Humble at the heart of this landscape, this dreamscape
I’m training through, I’m taken by its blossoming breast;
forests firing up like volcanos that have shun their rest,
luscious leaves of lava sweep through cities, for man
has no control over the mountain just as nature has no
defence against the molten flame, as fiery as the kimchi
I am trying to come to terms with. This one’s a little more
digestible, you tell me but I know you’re teasing. Beyond
our feasting over meals bigger than our bellies but smaller
than our budgets, skyscrapers attempt to shoot up over
mammoth mountains, a competition man has really no time
to master while in homes, humble, calmness is harboured
to counteract consumer clutter. Humble resides in the heart
of this Republic once ravaged, often raped, now a melting
pot of mystery; many foreign feet of soldiers stamping
have dug their shadow into all that now shines. Museums
have wings for Japan and China and for those Mongols
who molested these mountains still standing, still growing,
still calling us to come and climb and see the world from
another point of view. Tourists now willingly trudge through
tunnels dug out by that luscious lava, we take turns taking
pictures and laugh as its resemblance to a giant turd.
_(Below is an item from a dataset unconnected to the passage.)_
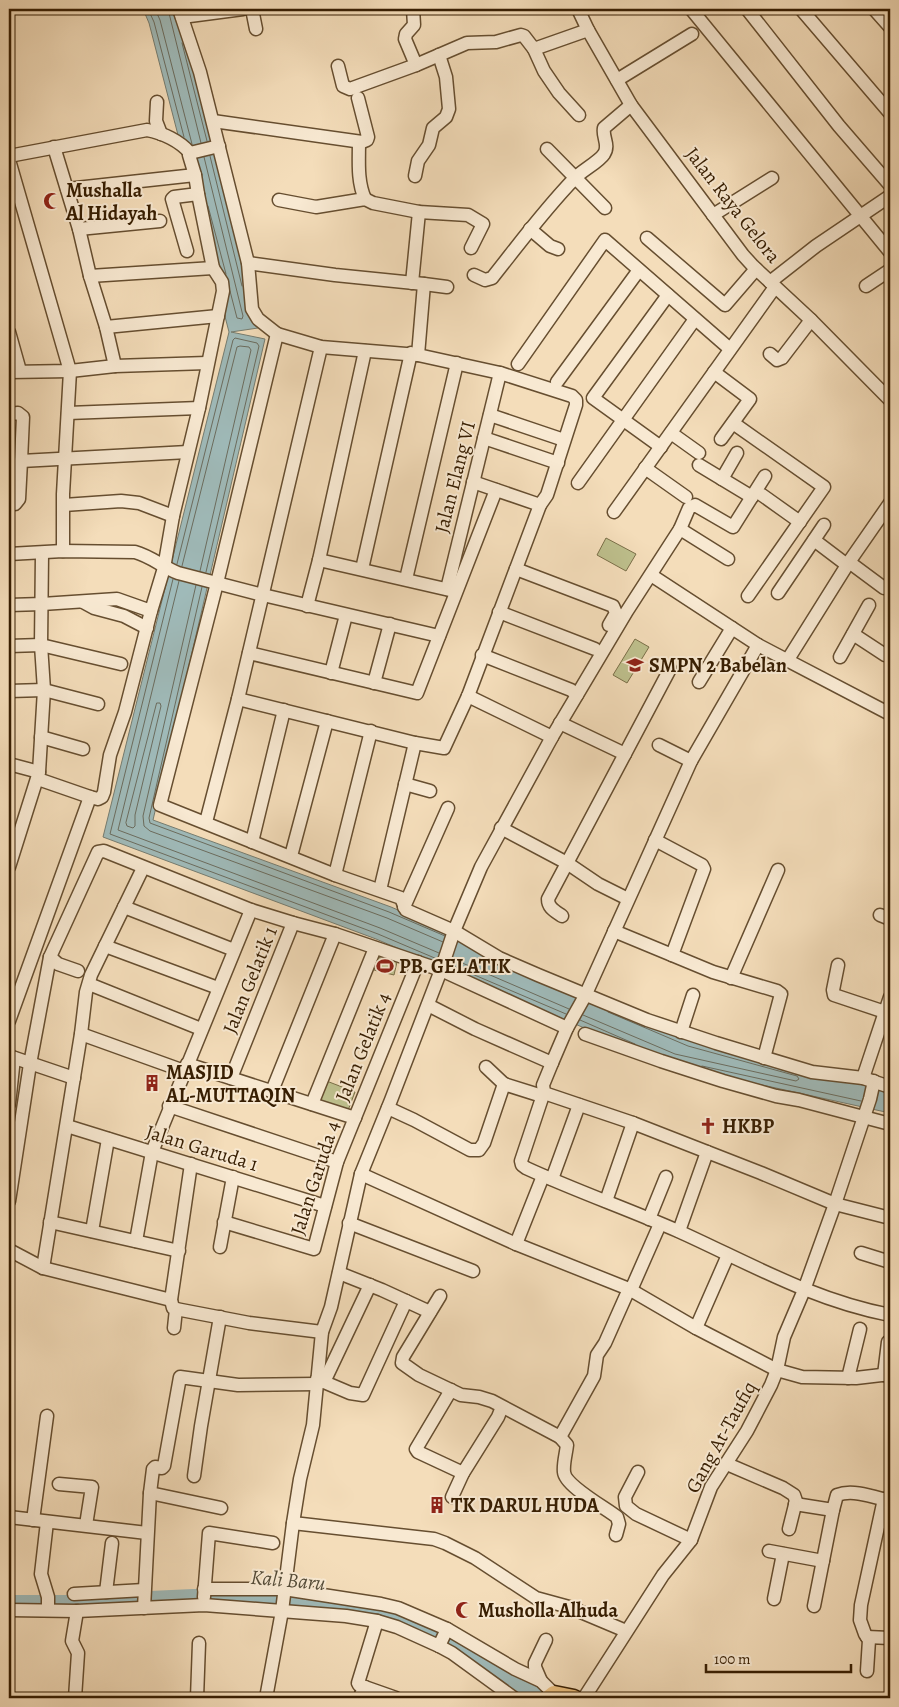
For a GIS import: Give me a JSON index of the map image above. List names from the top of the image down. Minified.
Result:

We
come to the call of the mountains, all sweaty chested
and dosed in awe, my heart is held at this height, it trembles
beneath this fragile flesh and I hold on tighter to each grip
of grandeur and wonder how long my footprints will be
cemented in this soil. From here, high above the crow’s nest,
where Buddha rests with all that remains, where fortresses
have been forged and since forgotten, these cities sweep
away from who they were and show themselves as who
they are becoming. We are not who we were but what we
have made out of what has been, in dusted days, done to us.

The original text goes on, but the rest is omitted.